(Data extracted from a collection)
=====

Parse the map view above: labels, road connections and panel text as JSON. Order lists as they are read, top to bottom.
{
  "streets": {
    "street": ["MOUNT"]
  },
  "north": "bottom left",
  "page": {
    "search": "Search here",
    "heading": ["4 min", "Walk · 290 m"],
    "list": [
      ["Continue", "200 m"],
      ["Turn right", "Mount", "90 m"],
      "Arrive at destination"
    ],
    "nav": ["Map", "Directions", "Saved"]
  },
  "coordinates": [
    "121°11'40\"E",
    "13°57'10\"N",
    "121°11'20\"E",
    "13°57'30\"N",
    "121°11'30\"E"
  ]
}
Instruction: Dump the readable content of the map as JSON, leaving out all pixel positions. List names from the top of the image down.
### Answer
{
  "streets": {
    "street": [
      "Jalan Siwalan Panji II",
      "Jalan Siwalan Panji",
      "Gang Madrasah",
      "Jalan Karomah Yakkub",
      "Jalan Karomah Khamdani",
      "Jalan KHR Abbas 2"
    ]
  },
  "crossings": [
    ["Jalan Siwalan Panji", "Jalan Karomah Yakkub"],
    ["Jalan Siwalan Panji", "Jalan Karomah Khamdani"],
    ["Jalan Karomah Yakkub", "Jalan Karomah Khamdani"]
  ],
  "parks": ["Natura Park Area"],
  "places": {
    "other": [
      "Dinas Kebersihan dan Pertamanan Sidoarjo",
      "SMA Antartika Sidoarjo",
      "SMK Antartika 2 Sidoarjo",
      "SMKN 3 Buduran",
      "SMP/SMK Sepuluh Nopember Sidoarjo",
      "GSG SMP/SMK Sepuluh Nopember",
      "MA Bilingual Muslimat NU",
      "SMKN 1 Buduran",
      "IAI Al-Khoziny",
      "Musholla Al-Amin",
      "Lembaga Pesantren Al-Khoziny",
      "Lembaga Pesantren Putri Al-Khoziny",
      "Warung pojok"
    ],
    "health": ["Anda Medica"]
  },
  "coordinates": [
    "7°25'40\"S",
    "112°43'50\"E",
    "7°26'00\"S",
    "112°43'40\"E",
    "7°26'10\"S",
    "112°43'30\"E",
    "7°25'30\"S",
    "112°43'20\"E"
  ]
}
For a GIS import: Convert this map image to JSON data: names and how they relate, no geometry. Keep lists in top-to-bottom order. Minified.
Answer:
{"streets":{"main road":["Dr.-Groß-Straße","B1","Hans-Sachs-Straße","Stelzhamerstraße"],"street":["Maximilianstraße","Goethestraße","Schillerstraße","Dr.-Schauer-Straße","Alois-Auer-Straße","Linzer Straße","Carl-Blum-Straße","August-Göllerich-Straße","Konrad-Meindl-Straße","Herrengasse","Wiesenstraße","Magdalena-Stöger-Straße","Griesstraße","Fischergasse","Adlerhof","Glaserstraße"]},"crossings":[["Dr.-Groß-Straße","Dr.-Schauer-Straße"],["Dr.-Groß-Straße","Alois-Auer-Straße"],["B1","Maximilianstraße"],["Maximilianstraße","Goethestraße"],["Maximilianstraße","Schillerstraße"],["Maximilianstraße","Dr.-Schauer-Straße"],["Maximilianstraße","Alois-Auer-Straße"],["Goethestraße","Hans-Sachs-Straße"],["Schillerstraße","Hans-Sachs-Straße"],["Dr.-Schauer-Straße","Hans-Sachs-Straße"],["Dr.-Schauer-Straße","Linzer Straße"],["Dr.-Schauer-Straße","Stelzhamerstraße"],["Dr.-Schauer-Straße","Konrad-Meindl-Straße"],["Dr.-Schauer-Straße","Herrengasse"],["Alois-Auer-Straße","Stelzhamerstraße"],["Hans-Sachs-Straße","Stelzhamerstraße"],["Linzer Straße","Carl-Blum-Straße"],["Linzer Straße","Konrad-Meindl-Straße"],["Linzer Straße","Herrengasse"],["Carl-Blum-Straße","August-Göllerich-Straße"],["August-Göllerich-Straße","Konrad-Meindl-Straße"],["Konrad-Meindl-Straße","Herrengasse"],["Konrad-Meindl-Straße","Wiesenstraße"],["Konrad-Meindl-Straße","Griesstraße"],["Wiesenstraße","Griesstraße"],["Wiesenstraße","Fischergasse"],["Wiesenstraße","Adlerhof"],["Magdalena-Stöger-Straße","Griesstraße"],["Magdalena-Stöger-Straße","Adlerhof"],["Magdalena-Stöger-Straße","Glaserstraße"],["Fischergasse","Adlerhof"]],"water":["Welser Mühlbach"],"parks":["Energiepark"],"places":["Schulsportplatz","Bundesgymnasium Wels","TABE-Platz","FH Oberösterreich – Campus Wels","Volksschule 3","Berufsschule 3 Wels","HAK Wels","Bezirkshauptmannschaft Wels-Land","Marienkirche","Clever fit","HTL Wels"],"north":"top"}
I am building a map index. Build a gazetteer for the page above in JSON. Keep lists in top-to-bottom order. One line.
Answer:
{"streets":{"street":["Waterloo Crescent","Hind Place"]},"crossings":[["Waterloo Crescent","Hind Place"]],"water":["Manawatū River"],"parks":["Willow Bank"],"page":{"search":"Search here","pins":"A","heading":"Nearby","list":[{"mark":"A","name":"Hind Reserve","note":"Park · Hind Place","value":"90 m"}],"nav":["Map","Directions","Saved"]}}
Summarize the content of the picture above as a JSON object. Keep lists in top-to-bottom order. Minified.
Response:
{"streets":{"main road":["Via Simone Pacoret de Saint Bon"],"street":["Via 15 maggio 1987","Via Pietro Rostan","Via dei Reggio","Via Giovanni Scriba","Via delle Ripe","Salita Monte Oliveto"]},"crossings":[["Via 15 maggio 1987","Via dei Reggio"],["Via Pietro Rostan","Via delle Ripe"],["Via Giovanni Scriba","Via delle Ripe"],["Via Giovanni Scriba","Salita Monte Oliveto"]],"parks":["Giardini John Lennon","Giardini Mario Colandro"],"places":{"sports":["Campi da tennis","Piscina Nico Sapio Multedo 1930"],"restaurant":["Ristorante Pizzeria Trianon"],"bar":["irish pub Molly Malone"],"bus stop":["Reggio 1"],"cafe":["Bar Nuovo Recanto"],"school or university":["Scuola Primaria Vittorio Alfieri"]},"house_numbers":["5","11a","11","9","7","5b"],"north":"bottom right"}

=====

■ AIM OF THE TASK
Go through the records and gather the lines that hold "image".

■ WRITTEN RESPONSE
Instruction: Dump the readable content of the map as JSON, leaving out all pixel positions. List names from the top of the image down.
For a GIS import: Convert this map image to JSON data: names and how they relate, no geometry. Keep lists in top-to-bottom order. Minified.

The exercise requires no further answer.